:: WHAT YOU NEED TO DO ::
Would you transcribe exactly the lines below, starting at the one that contains "paint(green, '#5c2938');" and ending with the last line, both included? Leave out all other lines.

:: RECORDS SHOWN ::

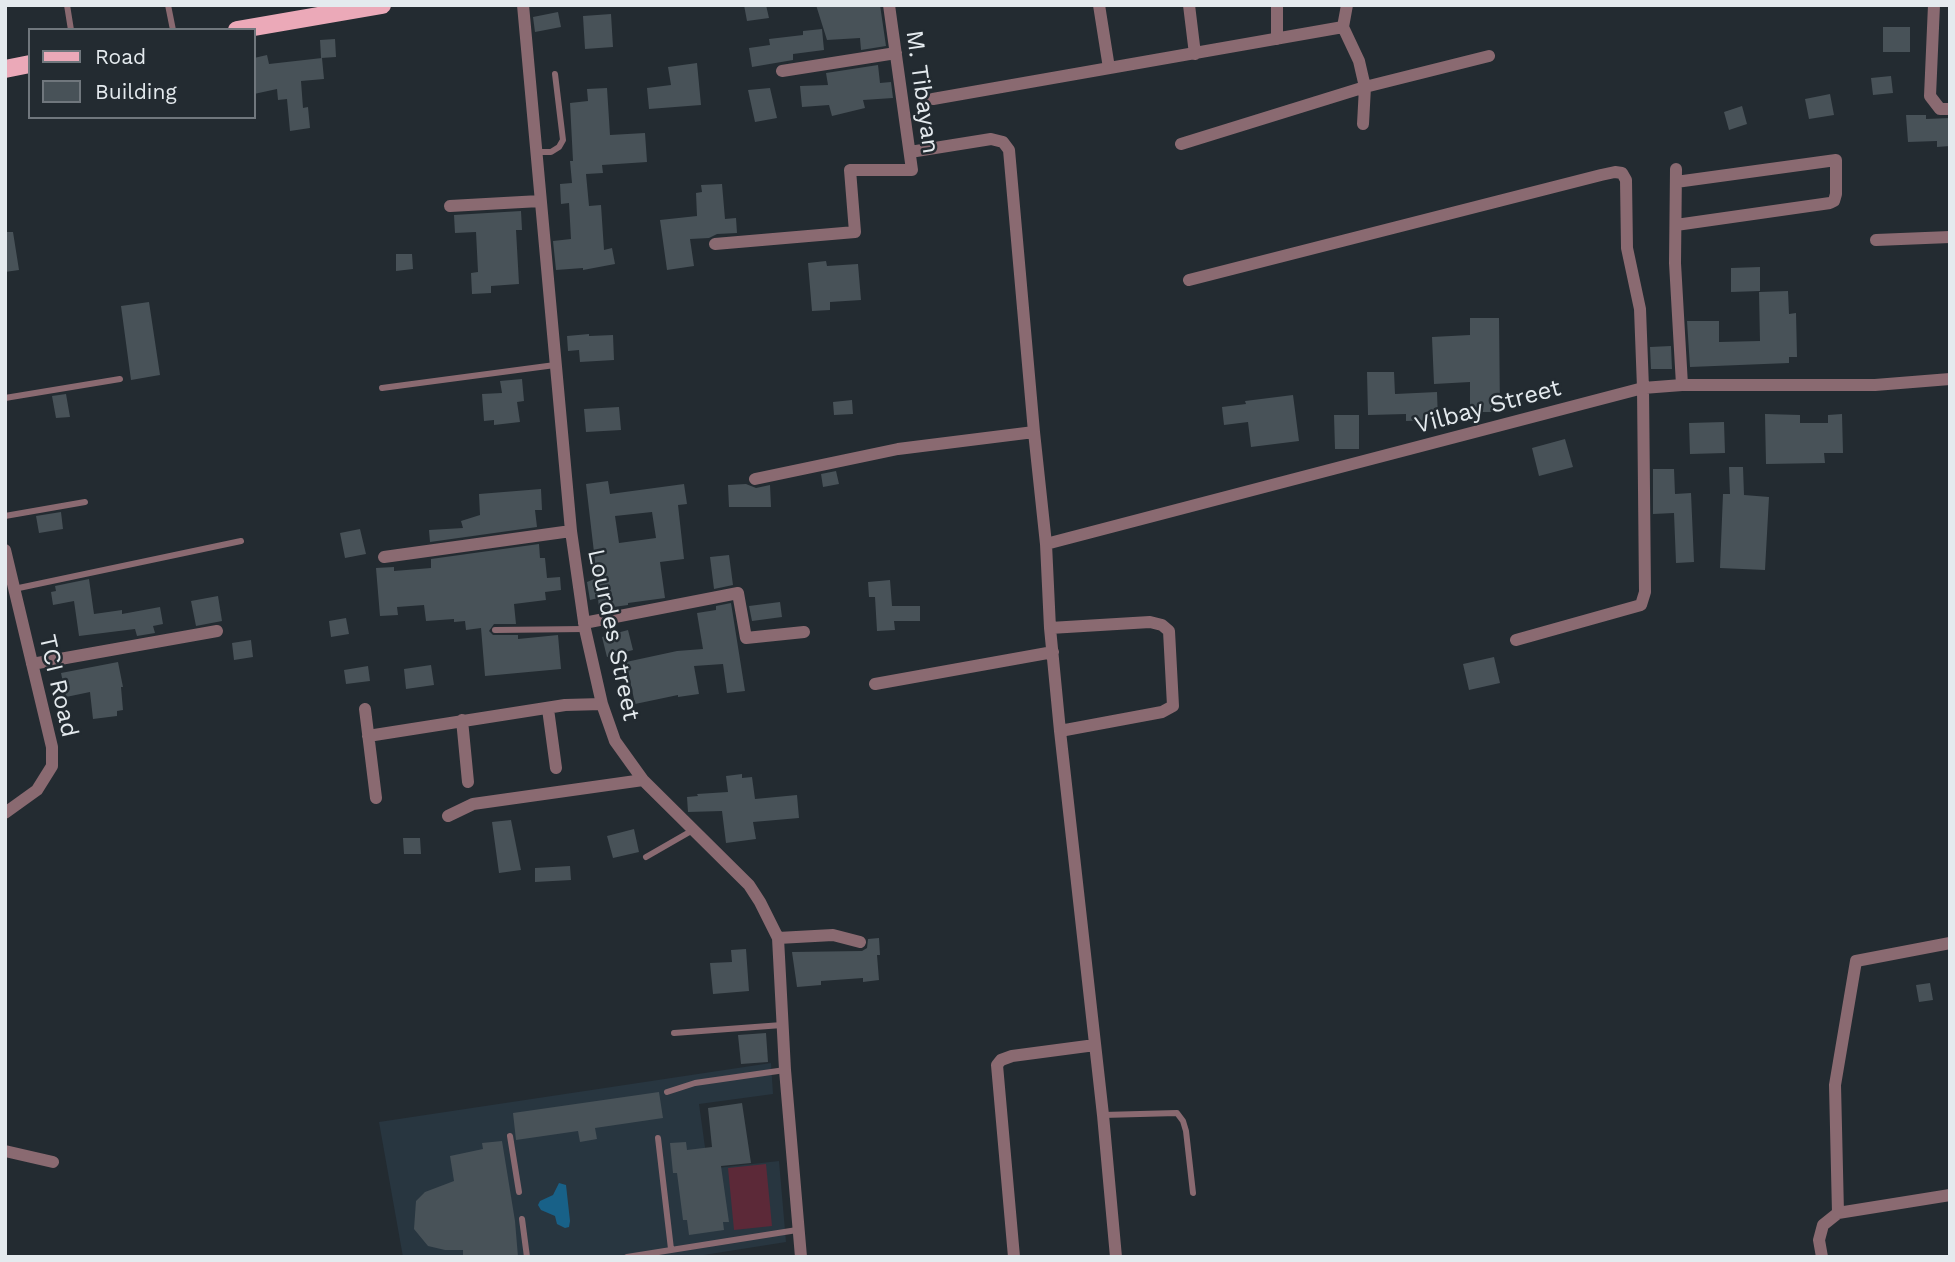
<!DOCTYPE html>
<html>
<head>
<meta charset="utf-8">
<style>
	body { margin:0 }
	#map { position:relative; width:1955px; height:1262px; overflow:hidden; background:#232b31; font-family:"Work Sans",sans-serif }
	canvas { display:block }
	.frame { position:absolute; inset:0; border:7px solid #e4eaee; pointer-events:none }
	.legend { position:absolute; left:28px; top:28px; width:228px; height:91px; box-sizing:border-box; background:#232b31; border:2px solid #70777d; margin:0; padding:9px 12px; list-style:none; font-size:21px; color:#e4eaee }
	.legend li { display:flex; align-items:center; gap:14px; height:35px }
	.legend b { width:35px; border:2px solid #70777d }
</style>
</head>
<body>
<div id="map">
<canvas width="1955" height="1262"></canvas>
<div class="frame"></div>
<ul class="legend">
<li><b style="height:9px;background:#eba9b8"></b>Road</li>
<li><b style="height:19px;background:#485258"></b>Building</li>
</ul>
</div>
<script>
const context = document.querySelector('canvas').getContext('2d');
context.lineJoin = 'round';
function paint(path, color) { context.fillStyle = color; context.fill(path, 'evenodd'); }
const poly = rows => new Path2D(rows.map(r => 'M' + r).join(''));
function strokePath(path, color, width, dash) { context.strokeStyle = color; context.lineWidth = width; context.lineCap = dash ? 'butt' : 'round'; context.setLineDash(dash || []); context.stroke(path); }
function label(font, color, halo, rows, align = 'center') {
  context.font = font + ' "Work Sans",sans-serif'; context.lineWidth = 5; context.setLineDash([]); context.textBaseline = 'middle'; context.strokeStyle = halo; context.fillStyle = color; for (const [text, x, y, turn = 0] of rows) {
    context.save(); context.translate(x, y); context.rotate((+turn || 0) * Math.PI / 180); context.textAlign = isNaN(turn) ? turn : align; if (halo) context.strokeText(text, 0, 0); context.fillText(text, 0, 0); context.restore();
  }
}
const built = poly([
	[771,1063,773,1094,699,1104,708,1169,779,1161,786,1242,691,1257,403,1257,379,1122]
]);
const green = poly([
	[766,1164,772,1226,734,1230,728,1168]
]);
const water = poly([
	[559,1183,566,1185,570,1221,569,1227,565,1228,557,1224,555,1216,541,1210,538,1205,540,1201,553,1195]
]);
const building = poly([
	[744,5,766,5,769,18,747,21],
	[816,5,880,5,886,46,861,50,860,38,827,40],
	[558,12,561,27,535,32,533,17],
	[611,14,613,47,585,49,583,16],
	[1883,27,1910,27,1910,52,1883,52],
	[822,29,824,50,793,54,793,60,752,67,749,48,770,45,769,39,803,35,803,31],
	[335,39,336,57,321,58,320,40],
	[267,55,269,64,322,58,324,79,301,81,303,108,308,107,310,128,290,131,287,99,278,100,277,89,254,94,254,58],
	[697,63,701,105,649,109,647,88,671,85,668,67],
	[878,65,880,83,891,82,893,98,863,100,865,108,832,116,829,105,802,107,800,86,828,85,826,73],
	[1891,76,1893,93,1873,95,1871,78],
	[607,88,610,135,645,133,647,162,602,165,603,173,586,174,589,206,601,205,604,250,612,248,615,264,583,270,583,268,556,270,553,241,571,239,569,203,561,204,560,184,572,183,570,161,573,161,570,103,588,101,587,89],
	[770,88,777,118,755,122,748,90],
	[1830,94,1834,115,1809,119,1805,99],
	[1742,106,1747,124,1729,130,1724,112],
	[1906,115,1926,115,1926,119,1950,118,1950,146,1937,147,1937,141,1908,142],
	[722,184,725,219,736,218,737,233,717,234,709,238,690,239,694,266,667,270,660,220,697,216,696,193,702,192,701,185],
	[521,211,522,230,516,230,519,284,491,286,491,293,472,294,471,273,478,272,476,232,455,233,454,215],
	[5,232,13,232,19,270,5,272],
	[396,254,412,254,413,269,396,271],
	[826,261,827,266,858,264,861,300,830,302,830,310,812,311,808,263],
	[1760,267,1760,291,1731,292,1731,268],
	[1788,291,1789,314,1796,313,1797,357,1789,357,1789,363,1690,367,1687,321,1719,321,1719,342,1760,341,1759,292],
	[149,302,160,375,131,380,121,306],
	[1470,318,1499,318,1500,412,1470,412,1470,382,1434,384,1432,337,1470,335],
	[589,334,589,336,613,335,614,360,580,362,579,350,568,351,567,336],
	[1671,346,1672,369,1651,369,1650,347],
	[1367,372,1394,372,1395,394,1437,392,1438,420,1406,421,1406,414,1368,415],
	[522,379,524,401,517,402,520,422,494,425,494,420,484,421,482,394,502,393,500,381],
	[66,394,70,417,56,418,52,396],
	[1293,395,1299,441,1251,447,1248,422,1224,425,1222,407,1246,404,1245,401],
	[852,400,853,414,834,415,833,402],
	[619,407,621,430,586,432,584,409],
	[1765,414,1800,415,1800,423,1828,423,1828,415,1842,414,1843,453,1824,453,1825,463,1766,464],
	[1334,415,1359,415,1359,449,1335,449],
	[1724,422,1725,453,1690,454,1689,423],
	[1565,439,1573,467,1539,476,1532,448],
	[1729,467,1743,467,1744,495,1769,497,1765,570,1720,568,1723,494,1730,494],
	[1653,469,1674,469,1675,494,1691,493,1694,562,1676,563,1674,513,1653,514],
	[836,471,839,484,823,487,821,474],
	[608,481,610,494,684,484,687,504,678,505,684,559,660,562,665,598,628,603,628,605,599,609,598,598,590,600,587,582,597,578,586,484],
	[652,512,656,538,619,543,615,516],
	[746,484,756,488,770,485,771,507,729,507,728,485],
	[541,489,542,510,535,510,537,527,430,542,429,530,463,528,461,521,480,515,479,494],
	[61,512,63,529,39,533,36,516],
	[360,529,366,554,345,558,340,533],
	[539,544,540,558,545,558,547,578,560,577,561,590,545,592,546,600,514,604,516,624,494,624,489,631,493,635,518,635,518,639,558,635,561,669,485,676,481,628,466,630,465,621,454,622,454,619,426,621,424,605,397,607,398,615,380,616,376,568,394,567,394,571,431,568,431,559],
	[729,555,733,585,714,589,710,557],
	[89,579,94,614,122,610,122,614,160,607,163,624,153,626,155,633,137,636,135,629,79,636,74,601,53,605,51,592,56,591,55,586],
	[890,580,892,606,920,606,920,621,894,621,895,630,877,631,875,597,869,597,868,582],
	[218,596,222,621,196,626,191,601],
	[780,602,782,617,752,621,749,606],
	[731,603,745,691,727,693,723,664,694,666,699,694,678,697,678,695,635,704,626,662,677,651,703,649,697,613,716,610,716,606],
	[346,618,349,634,331,637,329,621],
	[628,630,633,650,607,657,602,637],
	[251,640,253,657,234,660,232,643],
	[1494,657,1500,683,1469,690,1463,664],
	[118,662,123,687,121,687,123,710,117,711,117,716,93,719,90,692,66,697,61,673],
	[431,665,434,685,406,689,404,669],
	[368,666,370,681,346,684,344,670],
	[742,774,742,778,752,777,755,799,797,795,799,818,753,822,756,839,726,843,722,811,688,812,687,797,698,796,697,794,728,792,726,776],
	[511,820,521,870,499,873,492,822],
	[634,829,639,852,613,858,607,836],
	[403,838,420,838,421,854,404,854],
	[570,866,571,880,535,882,535,868],
	[879,938,880,955,877,955,879,980,863,982,863,978,821,981,821,985,797,987,792,952,862,951,867,948,868,939],
	[746,949,749,991,713,994,710,963,732,962,731,950],
	[1930,983,1933,1000,1919,1002,1916,985],
	[766,1033,768,1062,741,1064,738,1035],
	[659,1092,663,1118,595,1128,597,1139,580,1142,578,1131,516,1140,513,1113],
	[742,1103,751,1163,721,1166,729,1222,723,1222,724,1230,689,1235,687,1220,683,1220,677,1173,673,1173,670,1143,686,1142,687,1150,712,1147,708,1108],
	[502,1141,515,1221,518,1257,463,1257,463,1250,445,1250,428,1246,414,1229,416,1201,425,1192,454,1181,450,1156,483,1149,482,1143]
]);
const lane = poly([
	[67,5,71,30],
	[168,5,173,30],
	[536,152,551,152,559,147,563,140,555,74],
	[382,388,555,365],
	[5,398,120,379],
	[5,516,85,502],
	[14,589,241,541],
	[495,630,584,629],
	[646,857,693,830],
	[674,1033,782,1025],
	[667,1092,695,1083,785,1070],
	[1103,1115,1177,1113,1183,1121,1186,1131,1193,1193],
	[510,1136,519,1192],
	[658,1138,671,1249],
	[522,1219,527,1257],
	[627,1257,797,1230]
]);
const street = poly([
	[523,5,571,531,585,629,602,704,615,741,643,780,749,885,760,902,778,938,785,1070,801,1257],
	[1099,5,1109,68],
	[1189,5,1195,54],
	[1347,5,1343,27,1359,61,1365,87,1363,124],
	[1934,5,1930,96,1940,109,1950,109],
	[1277,39,1277,5],
	[782,71,896,53],
	[933,99,1343,27],
	[1181,144,1365,87,1489,56],
	[910,152,991,139,1003,142,1009,150,1034,432,1046,544,1050,628,1060,731,1103,1115,1116,1257],
	[1676,169,1675,263,1682,385],
	[450,206,540,201],
	[1676,225,1830,203,1834,201,1836,194,1836,160,1676,182],
	[1876,240,1950,237],
	[715,244,855,232,850,170,912,170,889,5],
	[1189,280,1601,175,1615,172,1622,173,1626,180,1627,248,1640,309,1643,388,1645,592,1641,605,1516,640],
	[755,479,898,449,1034,432],
	[1046,544,1643,388,1682,385,1875,385,1950,379],
	[5,550,52,747,52,766,37,790,5,813],
	[384,557,571,531],
	[584,623,738,593,746,638,804,632],
	[1050,628,1150,622,1162,625,1169,631,1173,706,1162,712,1060,731],
	[32,664,217,631],
	[875,684,1053,652],
	[365,709,376,798],
	[548,709,556,768],
	[462,720,468,782],
	[368,736,565,705,602,704],
	[448,816,473,804,643,780],
	[778,938,833,935,860,942],
	[5,1151,53,1162],
	[1838,1213,1950,1195],
	[1014,1257,997,1065,1001,1060,1012,1056,1095,1045],
	[1822,1257,1819,1240,1823,1225,1838,1213,1835,1085,1856,961,1950,943]
]);
const primary = poly([
	[237,30,382,5],
	[5,69,30,64]
]);
const streetNames = [
	["M. Tibayan",922,92,82],
	["Vilbay Street",1488,407,-15],
	["Lourdes Street",613,635,78],
	["TCI Road",58,686,77]
];
paint(built, '#283640');
paint(green, '#5c2938');
paint(water, '#186188');
paint(building, '#485258');
strokePath(lane, '#8a6a71', 6);
strokePath(street, '#8a6a71', 12);
strokePath(primary, '#eba9b8', 18);
label('24px', '#e4eaee', '#232b31', streetNames);
</script>
</body>
</html>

:: RESULT ::
paint(green, '#5c2938');
paint(water, '#186188');
paint(building, '#485258');
strokePath(lane, '#8a6a71', 6);
strokePath(street, '#8a6a71', 12);
strokePath(primary, '#eba9b8', 18);
label('24px', '#e4eaee', '#232b31', streetNames);
</script>
</body>
</html>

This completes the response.